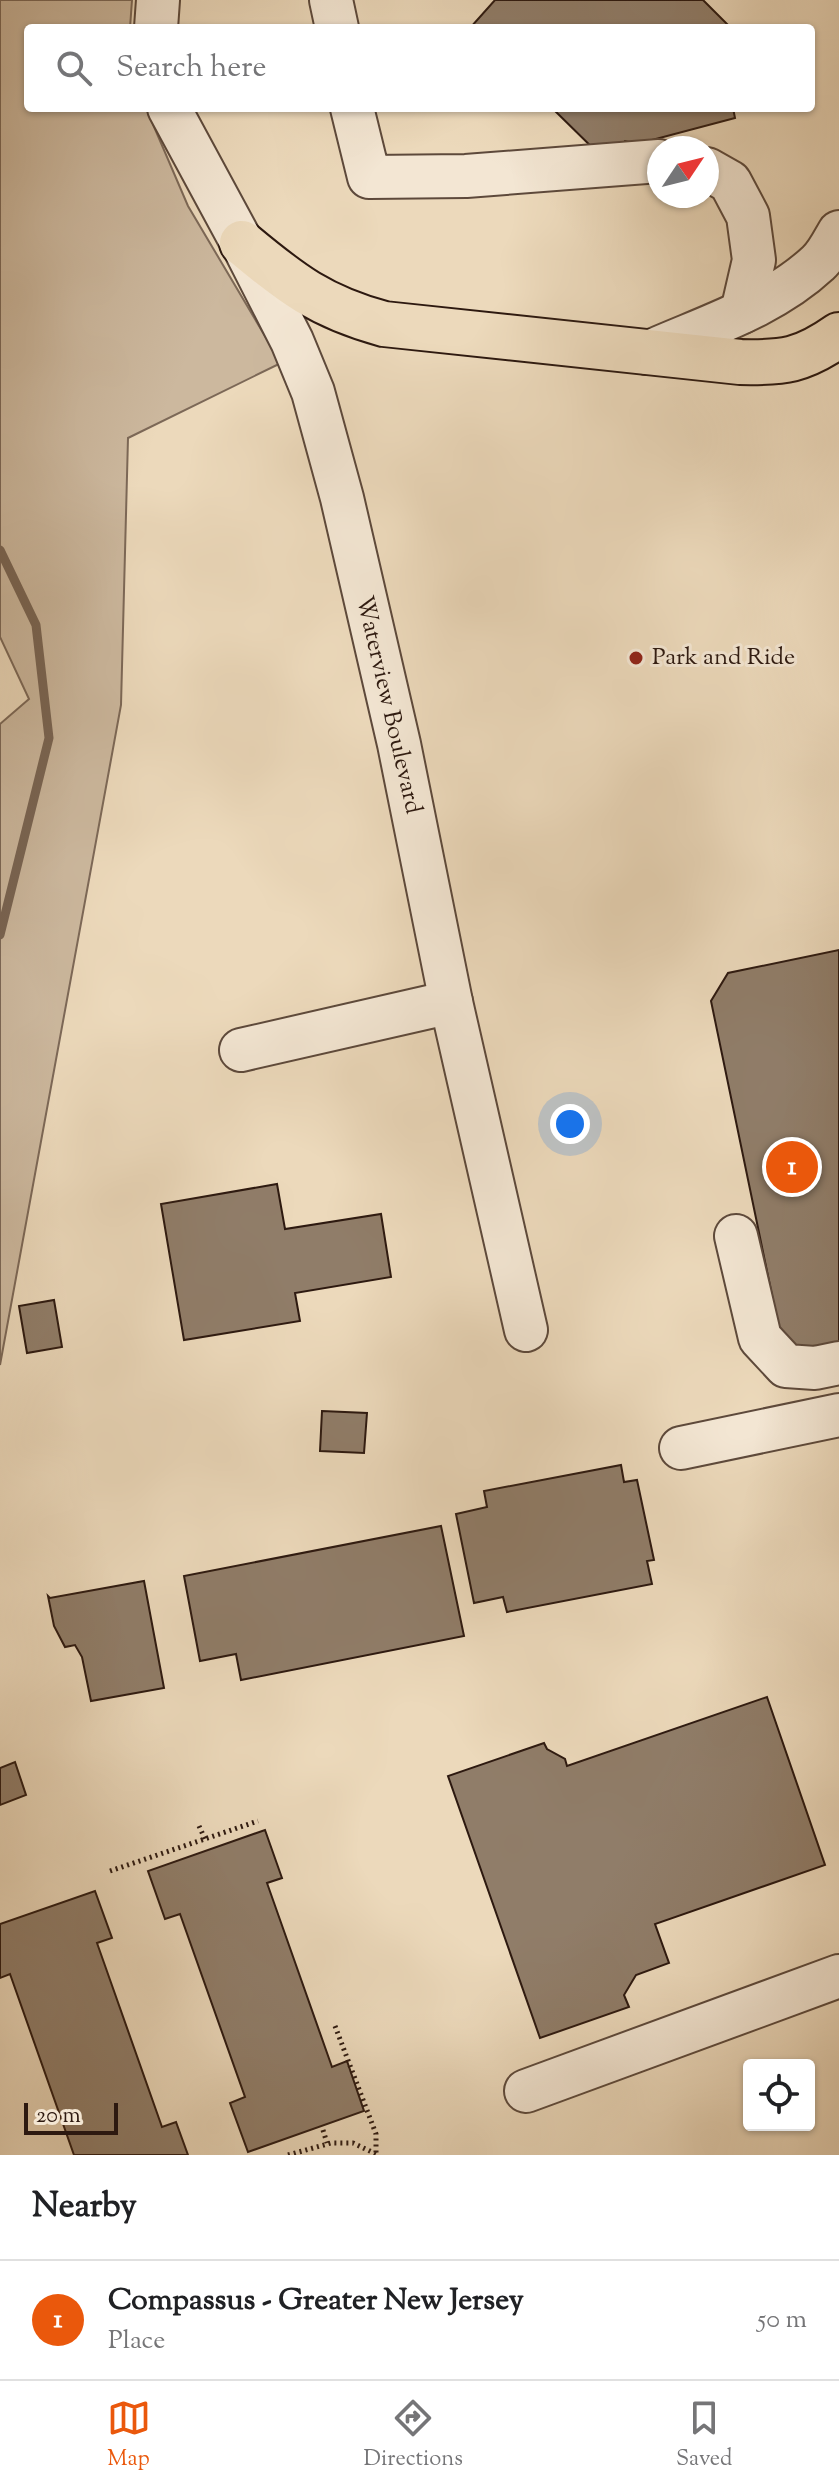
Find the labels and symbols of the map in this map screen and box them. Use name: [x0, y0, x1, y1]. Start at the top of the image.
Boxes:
north arrow: [647, 136, 719, 208]
street label: Waterview Boulevard: [346, 593, 430, 818]
place label: Park and Ride: [652, 641, 795, 675]
marker: Park and Ride: [627, 649, 645, 667]
your location: [550, 1104, 590, 1144]
pin: 1: [766, 1137, 818, 1197]
scale bar: [24, 2099, 118, 2135]

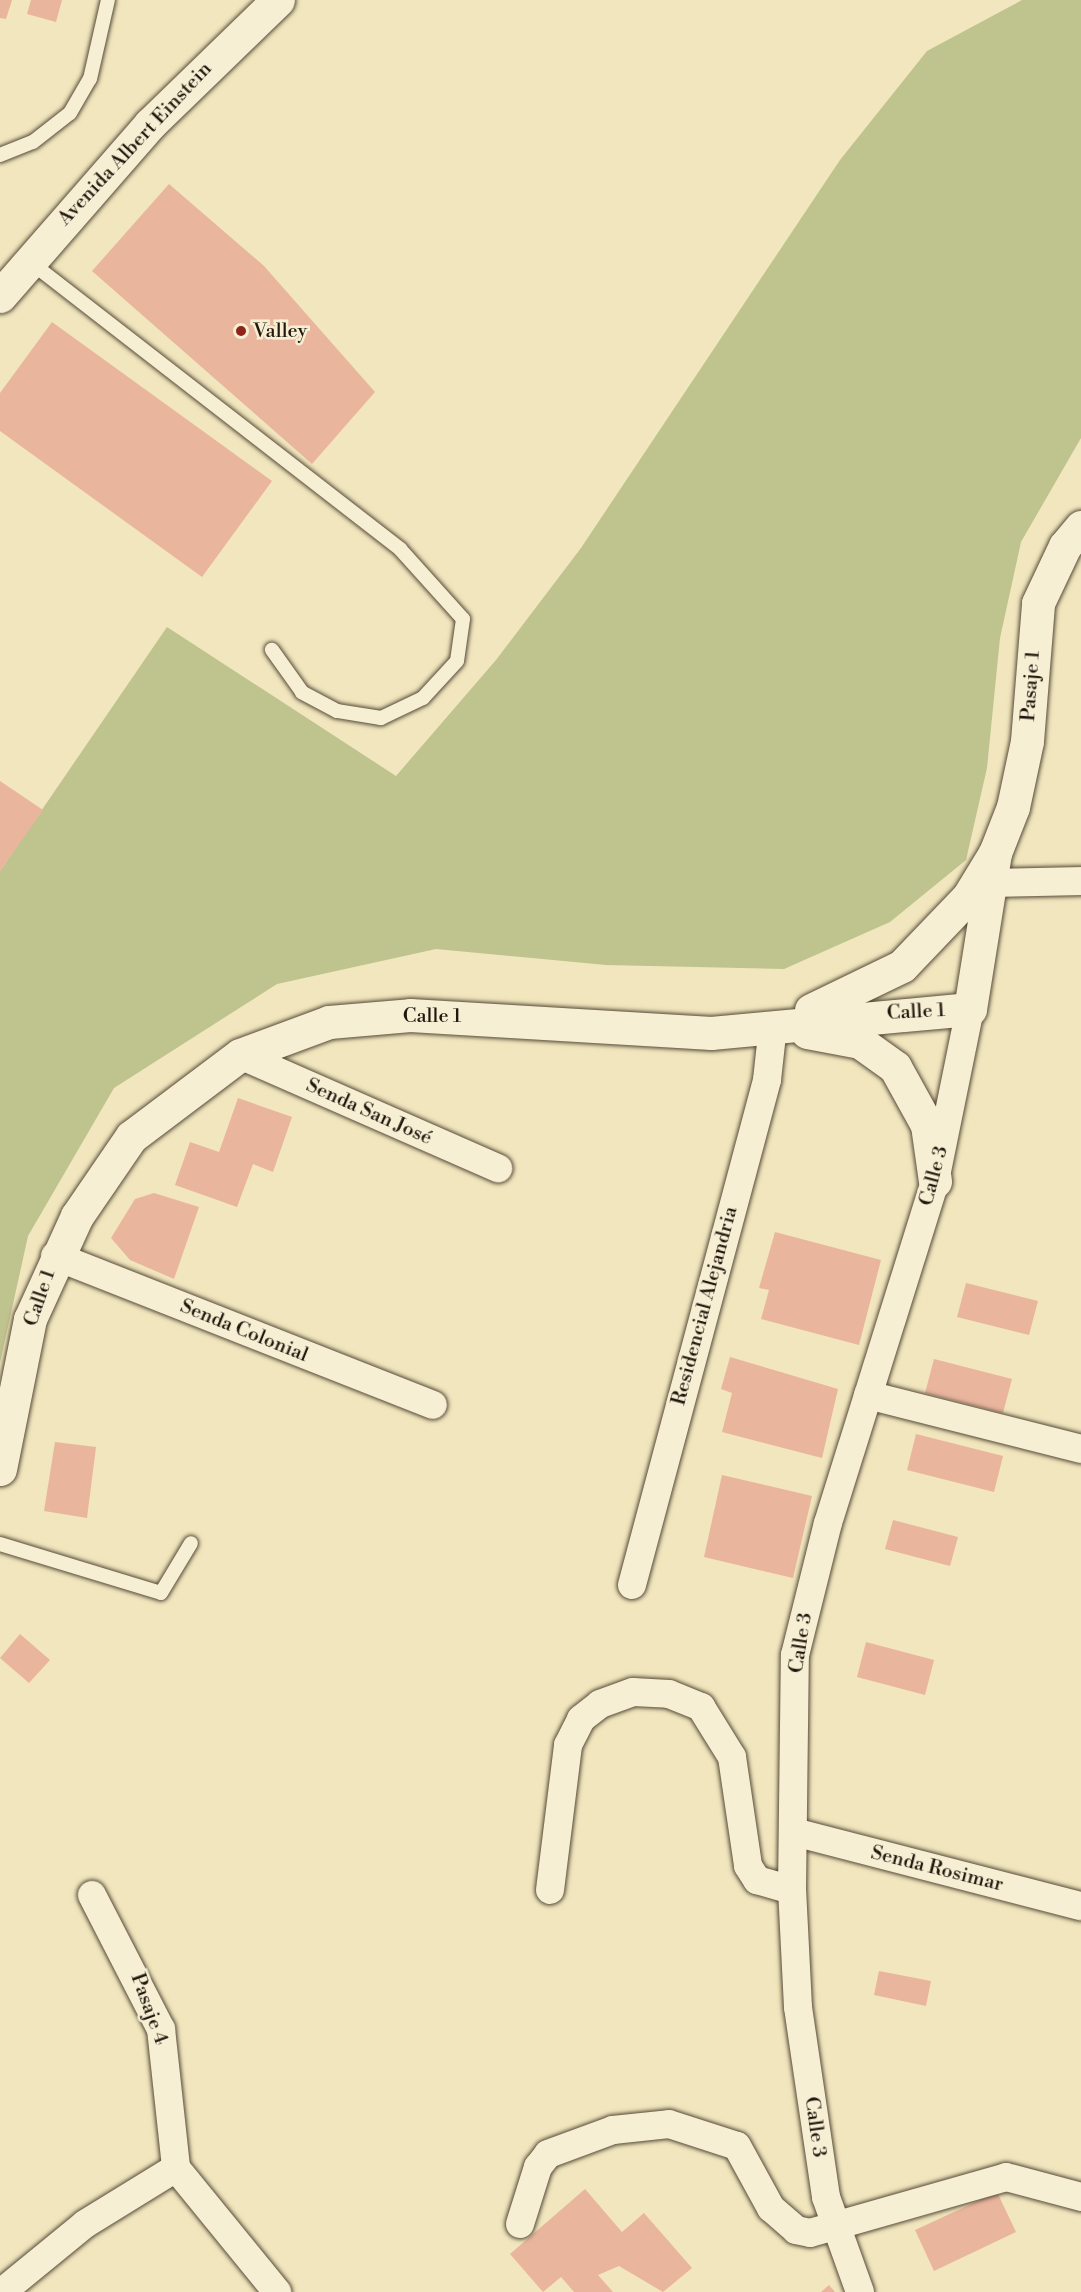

#### Description of the task:
Output every entry above exactly, minus the pictures.

#### Answer to the exercise:
Find the labels and symbols of the map in this map screen and box them. Use name: [x0, y0, x1, y1]. Start at the top of the image.
Boxes:
north arrow: [647, 136, 719, 208]
street label: Waterview Boulevard: [346, 593, 430, 818]
place label: Park and Ride: [652, 641, 795, 675]
marker: Park and Ride: [627, 649, 645, 667]
your location: [550, 1104, 590, 1144]
pin: 1: [766, 1137, 818, 1197]
scale bar: [24, 2099, 118, 2135]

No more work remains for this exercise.